Como Lisboetas que estão agora a conhecer outra
realidade, que vos era completamente estranha até há poucos meses, acham que em
Portugal ainda se canalizam muito os investimentos para o litoral?
Vítor
– Eu acho que cada vez mais começa a existir investimento
no interior. Isto é a minha opinião, mas talvez não sejam tão bem organizados
como devem ser, acho que, de facto, os investimentos são feitos no interior e
nas grandes cidades do interior mas não para as desenvolver da forma correcta.

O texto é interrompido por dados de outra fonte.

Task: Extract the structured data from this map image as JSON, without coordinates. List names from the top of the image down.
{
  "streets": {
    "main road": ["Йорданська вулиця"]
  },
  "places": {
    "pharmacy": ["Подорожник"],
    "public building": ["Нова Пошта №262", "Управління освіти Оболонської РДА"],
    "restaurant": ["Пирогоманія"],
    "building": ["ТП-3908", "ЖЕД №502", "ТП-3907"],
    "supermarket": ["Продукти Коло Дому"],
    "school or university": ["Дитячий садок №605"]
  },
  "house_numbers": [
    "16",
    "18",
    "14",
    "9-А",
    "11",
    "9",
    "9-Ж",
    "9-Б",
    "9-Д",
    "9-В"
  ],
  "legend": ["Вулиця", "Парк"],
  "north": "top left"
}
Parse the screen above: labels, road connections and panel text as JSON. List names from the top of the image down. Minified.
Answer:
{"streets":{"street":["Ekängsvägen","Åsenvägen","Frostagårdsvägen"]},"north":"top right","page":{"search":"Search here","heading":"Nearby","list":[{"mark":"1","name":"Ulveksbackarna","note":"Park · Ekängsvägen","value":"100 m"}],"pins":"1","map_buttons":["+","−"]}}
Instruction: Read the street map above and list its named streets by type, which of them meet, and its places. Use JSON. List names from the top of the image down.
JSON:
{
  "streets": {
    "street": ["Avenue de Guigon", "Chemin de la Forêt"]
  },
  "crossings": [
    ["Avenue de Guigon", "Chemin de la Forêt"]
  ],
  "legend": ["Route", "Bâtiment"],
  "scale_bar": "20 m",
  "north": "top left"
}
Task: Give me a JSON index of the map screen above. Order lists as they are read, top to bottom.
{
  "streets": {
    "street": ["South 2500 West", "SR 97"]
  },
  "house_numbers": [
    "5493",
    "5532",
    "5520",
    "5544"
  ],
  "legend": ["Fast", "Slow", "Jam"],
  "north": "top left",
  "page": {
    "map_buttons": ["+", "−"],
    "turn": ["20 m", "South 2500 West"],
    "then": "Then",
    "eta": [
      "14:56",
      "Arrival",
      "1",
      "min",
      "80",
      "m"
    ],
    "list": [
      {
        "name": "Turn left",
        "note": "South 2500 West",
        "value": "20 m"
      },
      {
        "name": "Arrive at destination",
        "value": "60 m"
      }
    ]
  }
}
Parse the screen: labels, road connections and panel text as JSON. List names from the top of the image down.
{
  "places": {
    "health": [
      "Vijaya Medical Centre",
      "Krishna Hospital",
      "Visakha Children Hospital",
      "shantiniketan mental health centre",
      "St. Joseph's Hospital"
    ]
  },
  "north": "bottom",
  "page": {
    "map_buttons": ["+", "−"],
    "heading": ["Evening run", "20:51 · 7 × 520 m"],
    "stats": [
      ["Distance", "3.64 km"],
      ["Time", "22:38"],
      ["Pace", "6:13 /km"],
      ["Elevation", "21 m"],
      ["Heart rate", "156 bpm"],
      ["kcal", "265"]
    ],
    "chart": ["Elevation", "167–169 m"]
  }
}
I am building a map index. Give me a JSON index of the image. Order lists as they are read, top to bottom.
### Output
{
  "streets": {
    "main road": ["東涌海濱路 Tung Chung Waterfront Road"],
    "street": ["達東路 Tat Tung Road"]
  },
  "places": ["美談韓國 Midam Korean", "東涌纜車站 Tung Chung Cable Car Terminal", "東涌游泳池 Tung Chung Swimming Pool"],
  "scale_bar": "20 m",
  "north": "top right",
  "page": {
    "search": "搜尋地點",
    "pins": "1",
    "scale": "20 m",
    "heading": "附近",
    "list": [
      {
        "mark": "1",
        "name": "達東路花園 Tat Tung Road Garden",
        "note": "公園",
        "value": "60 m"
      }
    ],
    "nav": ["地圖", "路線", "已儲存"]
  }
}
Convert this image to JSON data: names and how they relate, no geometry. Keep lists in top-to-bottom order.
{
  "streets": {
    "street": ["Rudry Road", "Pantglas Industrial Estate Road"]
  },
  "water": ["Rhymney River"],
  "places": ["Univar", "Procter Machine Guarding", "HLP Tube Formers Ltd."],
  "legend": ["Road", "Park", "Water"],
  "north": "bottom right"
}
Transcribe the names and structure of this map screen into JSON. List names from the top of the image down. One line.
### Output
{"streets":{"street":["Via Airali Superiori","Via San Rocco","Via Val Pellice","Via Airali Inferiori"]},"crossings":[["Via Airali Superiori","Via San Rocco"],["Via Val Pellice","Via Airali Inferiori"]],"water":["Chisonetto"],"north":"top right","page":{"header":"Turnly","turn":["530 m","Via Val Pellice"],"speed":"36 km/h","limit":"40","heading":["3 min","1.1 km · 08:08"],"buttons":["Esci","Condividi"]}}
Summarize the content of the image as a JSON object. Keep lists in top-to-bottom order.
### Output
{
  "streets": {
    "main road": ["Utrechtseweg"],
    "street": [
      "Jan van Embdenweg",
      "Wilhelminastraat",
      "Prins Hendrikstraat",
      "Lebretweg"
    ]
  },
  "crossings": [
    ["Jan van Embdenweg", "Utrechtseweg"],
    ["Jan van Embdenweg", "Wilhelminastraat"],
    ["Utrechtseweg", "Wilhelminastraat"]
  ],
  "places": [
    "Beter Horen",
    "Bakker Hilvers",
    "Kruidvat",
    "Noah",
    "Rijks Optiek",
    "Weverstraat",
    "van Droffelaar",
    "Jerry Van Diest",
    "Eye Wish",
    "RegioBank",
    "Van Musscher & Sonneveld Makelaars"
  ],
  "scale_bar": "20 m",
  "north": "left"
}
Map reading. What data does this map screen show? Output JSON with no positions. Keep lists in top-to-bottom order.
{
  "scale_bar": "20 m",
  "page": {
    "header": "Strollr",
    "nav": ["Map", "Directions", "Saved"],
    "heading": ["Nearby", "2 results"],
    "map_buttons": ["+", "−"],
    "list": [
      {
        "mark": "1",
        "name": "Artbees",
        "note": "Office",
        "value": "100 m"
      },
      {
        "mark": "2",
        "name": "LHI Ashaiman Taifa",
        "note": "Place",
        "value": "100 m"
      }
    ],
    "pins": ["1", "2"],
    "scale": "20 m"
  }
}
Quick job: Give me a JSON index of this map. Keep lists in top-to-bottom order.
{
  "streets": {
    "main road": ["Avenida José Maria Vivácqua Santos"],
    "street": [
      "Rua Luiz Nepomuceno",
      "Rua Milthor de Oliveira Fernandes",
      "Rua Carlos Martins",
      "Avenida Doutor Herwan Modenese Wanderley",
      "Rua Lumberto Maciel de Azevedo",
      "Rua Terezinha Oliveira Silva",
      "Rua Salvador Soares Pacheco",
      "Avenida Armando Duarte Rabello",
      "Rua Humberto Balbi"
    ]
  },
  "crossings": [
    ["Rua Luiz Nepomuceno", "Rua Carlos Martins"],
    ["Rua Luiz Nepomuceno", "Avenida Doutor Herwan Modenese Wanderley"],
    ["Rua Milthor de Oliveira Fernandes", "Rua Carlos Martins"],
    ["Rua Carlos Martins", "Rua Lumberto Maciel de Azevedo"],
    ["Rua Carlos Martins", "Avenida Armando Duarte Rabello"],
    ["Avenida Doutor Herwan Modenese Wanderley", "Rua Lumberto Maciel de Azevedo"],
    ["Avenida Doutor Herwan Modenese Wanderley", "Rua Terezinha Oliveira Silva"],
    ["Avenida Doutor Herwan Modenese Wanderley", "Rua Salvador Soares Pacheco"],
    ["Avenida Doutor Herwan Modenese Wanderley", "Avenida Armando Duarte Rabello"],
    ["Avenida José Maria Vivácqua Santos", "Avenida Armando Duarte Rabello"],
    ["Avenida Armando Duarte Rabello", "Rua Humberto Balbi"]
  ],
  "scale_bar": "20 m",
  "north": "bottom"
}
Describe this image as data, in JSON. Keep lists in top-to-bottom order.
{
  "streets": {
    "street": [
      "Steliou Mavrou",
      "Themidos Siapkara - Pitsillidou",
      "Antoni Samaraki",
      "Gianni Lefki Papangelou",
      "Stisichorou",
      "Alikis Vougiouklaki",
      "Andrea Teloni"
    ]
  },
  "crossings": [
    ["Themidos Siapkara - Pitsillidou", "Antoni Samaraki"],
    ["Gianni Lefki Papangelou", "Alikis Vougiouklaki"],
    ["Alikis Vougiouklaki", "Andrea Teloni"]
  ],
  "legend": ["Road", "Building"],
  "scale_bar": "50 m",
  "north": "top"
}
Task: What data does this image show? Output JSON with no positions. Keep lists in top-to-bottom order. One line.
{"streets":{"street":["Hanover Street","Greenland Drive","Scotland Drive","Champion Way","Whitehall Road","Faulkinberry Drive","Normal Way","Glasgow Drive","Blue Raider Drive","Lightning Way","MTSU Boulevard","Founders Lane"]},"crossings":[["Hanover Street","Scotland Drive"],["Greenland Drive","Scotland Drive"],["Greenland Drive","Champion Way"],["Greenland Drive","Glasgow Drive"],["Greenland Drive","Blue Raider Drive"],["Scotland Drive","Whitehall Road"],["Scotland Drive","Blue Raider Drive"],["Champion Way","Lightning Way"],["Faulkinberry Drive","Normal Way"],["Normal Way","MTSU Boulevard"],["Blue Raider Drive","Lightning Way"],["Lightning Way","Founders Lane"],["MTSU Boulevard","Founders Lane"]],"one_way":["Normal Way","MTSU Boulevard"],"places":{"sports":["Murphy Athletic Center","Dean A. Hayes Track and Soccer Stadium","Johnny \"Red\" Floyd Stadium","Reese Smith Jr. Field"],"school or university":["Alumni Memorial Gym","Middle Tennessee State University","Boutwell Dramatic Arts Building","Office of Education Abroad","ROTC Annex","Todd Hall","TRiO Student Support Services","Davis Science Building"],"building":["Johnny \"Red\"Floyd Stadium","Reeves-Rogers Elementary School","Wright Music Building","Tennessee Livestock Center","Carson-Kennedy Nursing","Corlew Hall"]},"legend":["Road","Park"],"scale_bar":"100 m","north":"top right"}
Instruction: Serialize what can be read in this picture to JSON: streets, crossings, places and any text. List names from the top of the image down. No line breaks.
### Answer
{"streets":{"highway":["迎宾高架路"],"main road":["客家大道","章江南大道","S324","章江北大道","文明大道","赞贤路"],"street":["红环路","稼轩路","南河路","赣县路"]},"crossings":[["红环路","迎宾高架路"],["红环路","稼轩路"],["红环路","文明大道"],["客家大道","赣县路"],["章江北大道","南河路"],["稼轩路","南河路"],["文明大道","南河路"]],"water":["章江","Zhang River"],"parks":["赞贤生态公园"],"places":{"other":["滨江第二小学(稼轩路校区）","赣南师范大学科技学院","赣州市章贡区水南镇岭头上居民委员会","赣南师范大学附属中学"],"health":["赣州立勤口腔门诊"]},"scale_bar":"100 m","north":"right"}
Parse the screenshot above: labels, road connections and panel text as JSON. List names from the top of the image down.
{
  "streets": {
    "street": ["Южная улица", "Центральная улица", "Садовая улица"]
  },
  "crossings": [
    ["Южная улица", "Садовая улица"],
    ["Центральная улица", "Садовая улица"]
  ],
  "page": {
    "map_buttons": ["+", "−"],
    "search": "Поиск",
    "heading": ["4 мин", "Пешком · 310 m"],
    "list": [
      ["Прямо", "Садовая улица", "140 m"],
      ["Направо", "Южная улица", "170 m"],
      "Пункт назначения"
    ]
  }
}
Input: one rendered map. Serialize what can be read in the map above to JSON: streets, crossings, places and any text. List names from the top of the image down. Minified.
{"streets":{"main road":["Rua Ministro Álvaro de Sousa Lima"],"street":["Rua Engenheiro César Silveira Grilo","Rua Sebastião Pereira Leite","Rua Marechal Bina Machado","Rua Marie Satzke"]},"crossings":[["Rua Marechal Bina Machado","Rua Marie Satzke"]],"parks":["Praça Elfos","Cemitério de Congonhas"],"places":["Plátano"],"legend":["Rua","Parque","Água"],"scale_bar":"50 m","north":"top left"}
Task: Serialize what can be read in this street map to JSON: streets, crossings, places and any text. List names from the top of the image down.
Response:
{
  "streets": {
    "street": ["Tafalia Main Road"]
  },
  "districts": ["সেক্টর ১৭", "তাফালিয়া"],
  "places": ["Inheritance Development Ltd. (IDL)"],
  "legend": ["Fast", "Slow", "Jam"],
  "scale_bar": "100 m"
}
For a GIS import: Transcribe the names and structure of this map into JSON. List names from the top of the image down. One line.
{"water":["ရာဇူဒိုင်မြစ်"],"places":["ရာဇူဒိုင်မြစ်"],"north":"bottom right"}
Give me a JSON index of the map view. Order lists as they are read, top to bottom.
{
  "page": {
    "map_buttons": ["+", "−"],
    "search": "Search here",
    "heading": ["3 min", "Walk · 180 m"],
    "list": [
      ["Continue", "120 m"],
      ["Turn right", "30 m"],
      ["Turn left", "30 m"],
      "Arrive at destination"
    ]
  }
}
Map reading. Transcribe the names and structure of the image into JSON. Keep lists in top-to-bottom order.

Eu tenho o exemplo de Évora, que também é uma cidade do interior, que se foi
transformando e modificando para ficar uma grande cidade no meio do Alentejo e
que chamou imensa população jovem e adulta, uma coisa que não existia e que
criou também mais centros comercias, lojas, serviços, tudo muito bem definido,
e que fez com que mais gente fosse também para as cidades periféricas a
Évora.
Essa
organização é algo que não vejo tanto no Norte. Por todos os sítios que já
passámos aqui, vimos que as coisas não são tão bem delineadas, constroem tudo
muito disperso e talvez esta seja a grande diferença. Todavia, acho mesmo que
deve haver mais investimento, deve haver mais êxodo urbano, e não êxodo rural,
há esse problema ainda, a meu ver.
E o falar transmontano, desde o sotaque às
expressões que vos são desconhecidas, como é que se têm estado a adaptar?
M/V
– Sim,
para além das pessoas terem um sotaque muito diferente do nosso, reparámos que
também usam muitas “asneiras”, coisa que não estávamos habituados lá.
Quanto
às expressões e palavras, há algumas coisas que são diferentes mas com o tempo
vamos aprendendo e começamos a ficar habituados. São palavras que já ouvimos,
só não estamos habituados usá-las no nosso dia-a-dia. Muitas palavras parece
que derivam de outras línguas, como “mata-bicho” e “botar” parece que soa a brasileiro
e vem aqui não se sabe bem porquê. A palavra “botar” nós em Lisboa usamos um
bocadinho em tom de brincadeira e aqui é mesmo algo normal de se falar. “Botei
aqui… botei ali”.
E,
por exemplo, vamos passar uns dias a Lisboa e voltamos a falar como sempre
falámos e passadas três semanas já estamos a falar com um bocadinho de sotaque
sem nos apercebermos, já estamos a falar à transmontano.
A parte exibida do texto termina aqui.